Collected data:
--- START ---

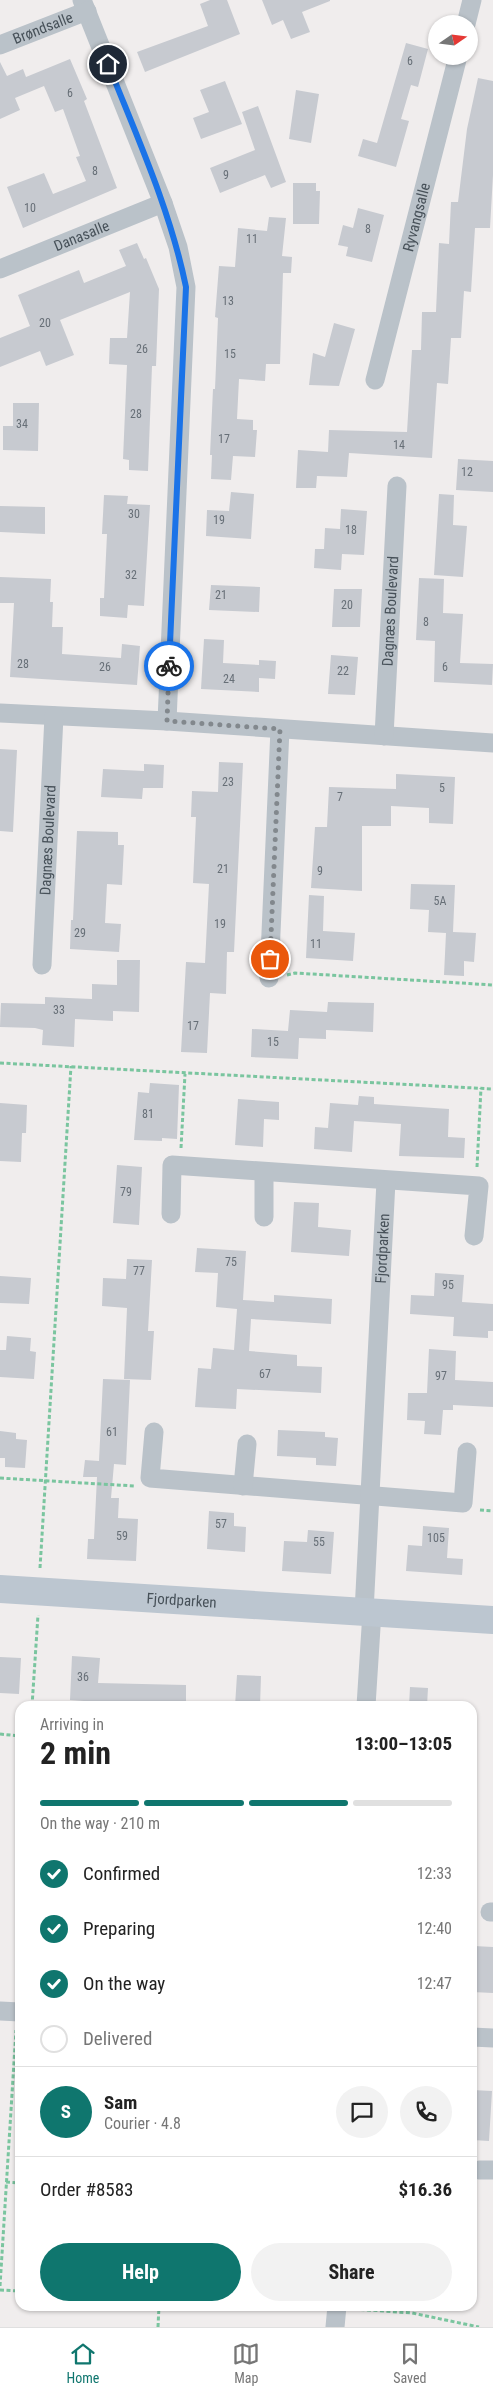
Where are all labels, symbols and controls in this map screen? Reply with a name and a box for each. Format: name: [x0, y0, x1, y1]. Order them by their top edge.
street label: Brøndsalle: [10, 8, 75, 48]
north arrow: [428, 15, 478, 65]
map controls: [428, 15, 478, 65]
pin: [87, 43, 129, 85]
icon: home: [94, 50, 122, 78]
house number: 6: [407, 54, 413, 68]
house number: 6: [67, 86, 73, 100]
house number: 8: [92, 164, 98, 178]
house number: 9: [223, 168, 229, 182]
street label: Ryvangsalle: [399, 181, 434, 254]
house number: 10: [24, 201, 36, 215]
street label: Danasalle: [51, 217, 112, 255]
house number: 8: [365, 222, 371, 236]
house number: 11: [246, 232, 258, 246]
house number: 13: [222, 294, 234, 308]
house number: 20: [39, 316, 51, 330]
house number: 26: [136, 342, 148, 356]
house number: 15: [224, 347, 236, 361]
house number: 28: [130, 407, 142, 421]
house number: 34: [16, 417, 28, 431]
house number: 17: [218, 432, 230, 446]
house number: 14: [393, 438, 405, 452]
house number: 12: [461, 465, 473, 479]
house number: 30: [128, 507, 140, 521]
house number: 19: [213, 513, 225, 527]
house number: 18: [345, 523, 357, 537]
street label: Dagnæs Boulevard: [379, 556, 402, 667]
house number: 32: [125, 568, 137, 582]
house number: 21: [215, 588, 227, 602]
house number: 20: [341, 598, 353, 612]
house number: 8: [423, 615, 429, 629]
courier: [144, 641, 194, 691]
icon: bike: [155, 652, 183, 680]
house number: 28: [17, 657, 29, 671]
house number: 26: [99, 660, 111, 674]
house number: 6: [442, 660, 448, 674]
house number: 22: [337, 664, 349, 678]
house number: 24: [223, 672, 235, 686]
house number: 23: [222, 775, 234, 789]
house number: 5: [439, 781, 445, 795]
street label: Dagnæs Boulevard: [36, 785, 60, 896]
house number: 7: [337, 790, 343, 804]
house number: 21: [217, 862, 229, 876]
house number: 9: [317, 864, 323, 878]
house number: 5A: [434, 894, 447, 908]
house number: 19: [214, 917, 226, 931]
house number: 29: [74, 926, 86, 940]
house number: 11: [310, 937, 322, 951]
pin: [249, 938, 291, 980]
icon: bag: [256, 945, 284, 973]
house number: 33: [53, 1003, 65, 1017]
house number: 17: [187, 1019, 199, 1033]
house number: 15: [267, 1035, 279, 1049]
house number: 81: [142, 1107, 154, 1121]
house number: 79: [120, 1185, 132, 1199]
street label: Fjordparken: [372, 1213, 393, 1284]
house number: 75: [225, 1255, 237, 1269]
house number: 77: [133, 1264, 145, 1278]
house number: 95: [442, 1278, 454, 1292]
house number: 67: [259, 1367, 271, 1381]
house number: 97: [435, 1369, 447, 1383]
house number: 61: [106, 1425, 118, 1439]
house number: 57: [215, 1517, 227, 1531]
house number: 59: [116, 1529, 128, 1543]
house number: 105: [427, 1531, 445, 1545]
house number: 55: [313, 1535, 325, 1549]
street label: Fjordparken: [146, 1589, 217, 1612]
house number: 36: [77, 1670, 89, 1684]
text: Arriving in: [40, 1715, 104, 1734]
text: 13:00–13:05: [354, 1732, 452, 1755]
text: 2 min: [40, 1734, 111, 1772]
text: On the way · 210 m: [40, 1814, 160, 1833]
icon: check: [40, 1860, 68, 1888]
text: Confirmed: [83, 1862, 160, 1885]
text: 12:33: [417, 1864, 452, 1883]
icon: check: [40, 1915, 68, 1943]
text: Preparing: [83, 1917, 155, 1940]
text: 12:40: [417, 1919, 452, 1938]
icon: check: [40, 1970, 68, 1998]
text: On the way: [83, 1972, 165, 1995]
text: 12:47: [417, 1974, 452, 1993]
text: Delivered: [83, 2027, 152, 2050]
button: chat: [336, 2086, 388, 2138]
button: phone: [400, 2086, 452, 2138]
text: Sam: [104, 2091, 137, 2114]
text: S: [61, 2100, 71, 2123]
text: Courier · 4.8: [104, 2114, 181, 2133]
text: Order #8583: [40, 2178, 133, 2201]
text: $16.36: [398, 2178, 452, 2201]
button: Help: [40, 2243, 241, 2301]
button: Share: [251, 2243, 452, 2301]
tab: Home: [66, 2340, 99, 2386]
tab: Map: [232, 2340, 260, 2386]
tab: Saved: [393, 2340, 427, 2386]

--- END ---

YOUR TASK: Search the data above for the word "Order" and show every line that has it.

OUTPUT BELOW:
Where are all labels, symbols and controls in this map screen? Reply with a name and a box for each. Format: name: [x0, y0, x1, y1]. Order them by their top edge.
text: Order #8583: [40, 2178, 133, 2201]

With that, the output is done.